▸ Goal of the exercise: Every record below must be set down again exactly as given.

▸ Task inputs:
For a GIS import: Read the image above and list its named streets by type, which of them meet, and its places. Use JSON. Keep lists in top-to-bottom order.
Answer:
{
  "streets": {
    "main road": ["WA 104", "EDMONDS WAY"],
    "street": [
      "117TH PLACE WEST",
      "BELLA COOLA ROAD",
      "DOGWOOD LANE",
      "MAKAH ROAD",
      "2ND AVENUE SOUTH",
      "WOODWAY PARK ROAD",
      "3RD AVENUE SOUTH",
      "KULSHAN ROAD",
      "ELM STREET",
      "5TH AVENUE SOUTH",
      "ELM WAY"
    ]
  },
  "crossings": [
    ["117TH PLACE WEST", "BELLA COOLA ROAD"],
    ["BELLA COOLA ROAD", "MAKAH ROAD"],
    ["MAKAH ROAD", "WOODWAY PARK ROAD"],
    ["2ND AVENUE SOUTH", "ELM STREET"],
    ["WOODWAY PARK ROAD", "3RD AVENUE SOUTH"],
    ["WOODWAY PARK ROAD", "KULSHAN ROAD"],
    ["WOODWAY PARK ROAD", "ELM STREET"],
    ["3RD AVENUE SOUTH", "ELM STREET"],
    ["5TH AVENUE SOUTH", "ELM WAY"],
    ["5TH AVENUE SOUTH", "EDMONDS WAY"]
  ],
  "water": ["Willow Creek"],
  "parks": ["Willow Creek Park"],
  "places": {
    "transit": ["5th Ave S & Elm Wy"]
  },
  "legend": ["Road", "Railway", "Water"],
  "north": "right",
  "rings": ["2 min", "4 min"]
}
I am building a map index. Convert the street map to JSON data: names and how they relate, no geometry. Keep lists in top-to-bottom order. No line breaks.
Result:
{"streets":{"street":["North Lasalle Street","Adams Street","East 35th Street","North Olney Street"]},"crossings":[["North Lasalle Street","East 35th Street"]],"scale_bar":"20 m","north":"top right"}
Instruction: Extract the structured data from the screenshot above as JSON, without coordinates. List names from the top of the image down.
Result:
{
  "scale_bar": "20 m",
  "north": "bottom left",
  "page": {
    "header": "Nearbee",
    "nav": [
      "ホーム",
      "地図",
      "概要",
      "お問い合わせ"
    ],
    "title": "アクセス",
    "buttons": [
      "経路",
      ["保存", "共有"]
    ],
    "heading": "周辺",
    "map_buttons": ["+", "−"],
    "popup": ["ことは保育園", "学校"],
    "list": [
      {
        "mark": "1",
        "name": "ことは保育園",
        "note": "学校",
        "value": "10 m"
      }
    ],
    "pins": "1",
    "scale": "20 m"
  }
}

▸ Written reply:
For a GIS import: Read the image above and list its named streets by type, which of them meet, and its places. Use JSON. Keep lists in top-to-bottom order.
Answer:
{
  "streets": {
    "main road": ["WA 104", "EDMONDS WAY"],
    "street": [
      "117TH PLACE WEST",
      "BELLA COOLA ROAD",
      "DOGWOOD LANE",
      "MAKAH ROAD",
      "2ND AVENUE SOUTH",
      "WOODWAY PARK ROAD",
      "3RD AVENUE SOUTH",
      "KULSHAN ROAD",
      "ELM STREET",
      "5TH AVENUE SOUTH",
      "ELM WAY"
    ]
  },
  "crossings": [
    ["117TH PLACE WEST", "BELLA COOLA ROAD"],
    ["BELLA COOLA ROAD", "MAKAH ROAD"],
    ["MAKAH ROAD", "WOODWAY PARK ROAD"],
    ["2ND AVENUE SOUTH", "ELM STREET"],
    ["WOODWAY PARK ROAD", "3RD AVENUE SOUTH"],
    ["WOODWAY PARK ROAD", "KULSHAN ROAD"],
    ["WOODWAY PARK ROAD", "ELM STREET"],
    ["3RD AVENUE SOUTH", "ELM STREET"],
    ["5TH AVENUE SOUTH", "ELM WAY"],
    ["5TH AVENUE SOUTH", "EDMONDS WAY"]
  ],
  "water": ["Willow Creek"],
  "parks": ["Willow Creek Park"],
  "places": {
    "transit": ["5th Ave S & Elm Wy"]
  },
  "legend": ["Road", "Railway", "Water"],
  "north": "right",
  "rings": ["2 min", "4 min"]
}
I am building a map index. Convert the street map to JSON data: names and how they relate, no geometry. Keep lists in top-to-bottom order. No line breaks.
Result:
{"streets":{"street":["North Lasalle Street","Adams Street","East 35th Street","North Olney Street"]},"crossings":[["North Lasalle Street","East 35th Street"]],"scale_bar":"20 m","north":"top right"}
Instruction: Extract the structured data from the screenshot above as JSON, without coordinates. List names from the top of the image down.
Result:
{
  "scale_bar": "20 m",
  "north": "bottom left",
  "page": {
    "header": "Nearbee",
    "nav": [
      "ホーム",
      "地図",
      "概要",
      "お問い合わせ"
    ],
    "title": "アクセス",
    "buttons": [
      "経路",
      ["保存", "共有"]
    ],
    "heading": "周辺",
    "map_buttons": ["+", "−"],
    "popup": ["ことは保育園", "学校"],
    "list": [
      {
        "mark": "1",
        "name": "ことは保育園",
        "note": "学校",
        "value": "10 m"
      }
    ],
    "pins": "1",
    "scale": "20 m"
  }
}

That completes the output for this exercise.